• **ASSIGNMENT**
Whichever lines include the word "canvas", copy them as they appear in the data.

• **DATA SUPPLIED**
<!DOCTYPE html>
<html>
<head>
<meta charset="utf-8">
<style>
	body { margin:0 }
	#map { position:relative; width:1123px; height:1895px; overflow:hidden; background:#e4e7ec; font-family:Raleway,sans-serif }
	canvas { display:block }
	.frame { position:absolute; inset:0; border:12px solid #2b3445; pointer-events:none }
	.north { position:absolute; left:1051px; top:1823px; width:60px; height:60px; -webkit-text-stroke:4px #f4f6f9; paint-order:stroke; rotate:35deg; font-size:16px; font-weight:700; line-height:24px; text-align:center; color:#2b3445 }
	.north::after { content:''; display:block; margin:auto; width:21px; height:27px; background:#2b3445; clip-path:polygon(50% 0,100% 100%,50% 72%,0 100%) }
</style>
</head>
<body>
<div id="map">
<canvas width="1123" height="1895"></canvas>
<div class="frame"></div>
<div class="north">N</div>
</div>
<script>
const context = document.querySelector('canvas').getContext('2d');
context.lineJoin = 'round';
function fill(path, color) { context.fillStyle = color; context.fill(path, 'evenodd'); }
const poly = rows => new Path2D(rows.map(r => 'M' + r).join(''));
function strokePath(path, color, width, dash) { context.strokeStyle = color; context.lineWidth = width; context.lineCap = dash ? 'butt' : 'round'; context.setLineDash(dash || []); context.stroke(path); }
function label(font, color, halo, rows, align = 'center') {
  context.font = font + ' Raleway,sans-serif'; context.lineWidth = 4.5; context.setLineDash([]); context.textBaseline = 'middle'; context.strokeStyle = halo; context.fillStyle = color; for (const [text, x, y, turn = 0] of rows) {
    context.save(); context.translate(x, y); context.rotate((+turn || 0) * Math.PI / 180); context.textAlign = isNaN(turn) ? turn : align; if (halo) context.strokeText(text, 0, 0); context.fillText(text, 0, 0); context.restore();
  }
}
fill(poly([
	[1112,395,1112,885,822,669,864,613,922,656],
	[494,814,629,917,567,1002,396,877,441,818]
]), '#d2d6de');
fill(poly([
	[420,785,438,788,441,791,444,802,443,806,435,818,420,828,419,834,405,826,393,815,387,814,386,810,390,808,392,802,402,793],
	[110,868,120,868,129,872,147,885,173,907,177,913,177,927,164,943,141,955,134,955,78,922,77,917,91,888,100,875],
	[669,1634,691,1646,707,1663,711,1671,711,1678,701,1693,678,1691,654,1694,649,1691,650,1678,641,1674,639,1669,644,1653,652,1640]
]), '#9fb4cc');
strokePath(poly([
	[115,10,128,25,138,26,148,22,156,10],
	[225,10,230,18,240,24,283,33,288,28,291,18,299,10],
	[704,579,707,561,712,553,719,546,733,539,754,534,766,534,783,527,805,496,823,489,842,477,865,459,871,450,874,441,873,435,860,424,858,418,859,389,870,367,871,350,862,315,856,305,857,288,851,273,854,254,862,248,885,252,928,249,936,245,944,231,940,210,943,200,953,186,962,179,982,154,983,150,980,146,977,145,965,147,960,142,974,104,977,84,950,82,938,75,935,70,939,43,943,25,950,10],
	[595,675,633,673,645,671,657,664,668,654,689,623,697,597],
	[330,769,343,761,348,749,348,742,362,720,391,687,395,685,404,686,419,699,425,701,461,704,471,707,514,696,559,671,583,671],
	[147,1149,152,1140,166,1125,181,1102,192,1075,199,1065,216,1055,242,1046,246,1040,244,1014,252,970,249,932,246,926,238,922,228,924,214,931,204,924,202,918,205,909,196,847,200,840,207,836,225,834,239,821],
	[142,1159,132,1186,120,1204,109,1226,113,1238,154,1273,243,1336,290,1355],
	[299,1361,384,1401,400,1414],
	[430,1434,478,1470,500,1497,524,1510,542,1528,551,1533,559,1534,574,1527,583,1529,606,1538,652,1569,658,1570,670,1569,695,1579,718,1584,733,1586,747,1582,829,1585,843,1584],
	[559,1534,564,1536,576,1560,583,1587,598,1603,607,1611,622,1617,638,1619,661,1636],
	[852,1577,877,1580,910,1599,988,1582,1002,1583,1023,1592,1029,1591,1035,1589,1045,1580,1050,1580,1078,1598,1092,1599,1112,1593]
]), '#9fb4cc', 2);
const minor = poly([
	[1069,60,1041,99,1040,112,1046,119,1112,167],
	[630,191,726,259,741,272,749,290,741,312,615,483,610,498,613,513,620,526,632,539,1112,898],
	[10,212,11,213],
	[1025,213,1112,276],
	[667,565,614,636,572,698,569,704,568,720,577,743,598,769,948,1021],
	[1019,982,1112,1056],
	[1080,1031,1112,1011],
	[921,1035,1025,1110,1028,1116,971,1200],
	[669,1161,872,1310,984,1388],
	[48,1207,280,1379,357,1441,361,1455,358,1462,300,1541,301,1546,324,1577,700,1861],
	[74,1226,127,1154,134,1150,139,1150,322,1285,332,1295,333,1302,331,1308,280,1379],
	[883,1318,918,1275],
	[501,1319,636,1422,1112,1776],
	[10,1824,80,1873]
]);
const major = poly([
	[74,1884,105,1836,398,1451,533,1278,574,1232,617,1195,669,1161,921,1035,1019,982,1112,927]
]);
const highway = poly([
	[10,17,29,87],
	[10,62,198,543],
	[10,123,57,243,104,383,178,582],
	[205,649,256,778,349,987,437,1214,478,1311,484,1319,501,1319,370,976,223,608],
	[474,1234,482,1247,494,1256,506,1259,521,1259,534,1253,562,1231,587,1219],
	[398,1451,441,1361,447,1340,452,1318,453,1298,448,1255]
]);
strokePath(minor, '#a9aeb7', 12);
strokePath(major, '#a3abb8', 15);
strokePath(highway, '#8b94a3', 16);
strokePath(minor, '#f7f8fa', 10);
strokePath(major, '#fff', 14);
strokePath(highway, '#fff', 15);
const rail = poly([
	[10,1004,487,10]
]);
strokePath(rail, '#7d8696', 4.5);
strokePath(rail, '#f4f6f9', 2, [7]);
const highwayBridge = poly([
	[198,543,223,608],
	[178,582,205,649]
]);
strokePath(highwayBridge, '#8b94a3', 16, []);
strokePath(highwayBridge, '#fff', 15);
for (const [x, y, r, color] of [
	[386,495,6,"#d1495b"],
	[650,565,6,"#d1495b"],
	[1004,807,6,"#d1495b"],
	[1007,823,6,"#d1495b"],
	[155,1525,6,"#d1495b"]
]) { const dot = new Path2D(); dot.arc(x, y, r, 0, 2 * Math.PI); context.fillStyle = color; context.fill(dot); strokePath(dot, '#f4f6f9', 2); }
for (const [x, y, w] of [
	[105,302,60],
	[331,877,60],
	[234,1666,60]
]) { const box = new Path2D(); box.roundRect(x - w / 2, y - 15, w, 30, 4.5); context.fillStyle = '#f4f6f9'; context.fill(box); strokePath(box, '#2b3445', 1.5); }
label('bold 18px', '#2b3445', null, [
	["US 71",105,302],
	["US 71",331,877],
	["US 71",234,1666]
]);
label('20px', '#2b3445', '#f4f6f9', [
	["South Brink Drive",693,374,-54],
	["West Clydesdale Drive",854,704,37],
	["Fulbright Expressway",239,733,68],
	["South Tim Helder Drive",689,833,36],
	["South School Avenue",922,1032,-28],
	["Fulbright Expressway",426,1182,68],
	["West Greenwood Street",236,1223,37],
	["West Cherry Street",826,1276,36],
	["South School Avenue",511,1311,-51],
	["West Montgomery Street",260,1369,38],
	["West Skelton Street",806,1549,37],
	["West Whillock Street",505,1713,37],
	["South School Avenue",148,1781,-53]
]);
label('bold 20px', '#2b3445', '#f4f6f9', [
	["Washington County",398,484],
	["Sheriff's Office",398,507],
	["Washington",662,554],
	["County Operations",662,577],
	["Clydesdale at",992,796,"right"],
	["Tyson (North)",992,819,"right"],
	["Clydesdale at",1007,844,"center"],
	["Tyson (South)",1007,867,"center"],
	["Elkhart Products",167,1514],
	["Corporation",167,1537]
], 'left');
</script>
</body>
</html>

• **THE ANSWER**
	canvas { display:block }
<canvas width="1123" height="1895"></canvas>
const context = document.querySelector('canvas').getContext('2d');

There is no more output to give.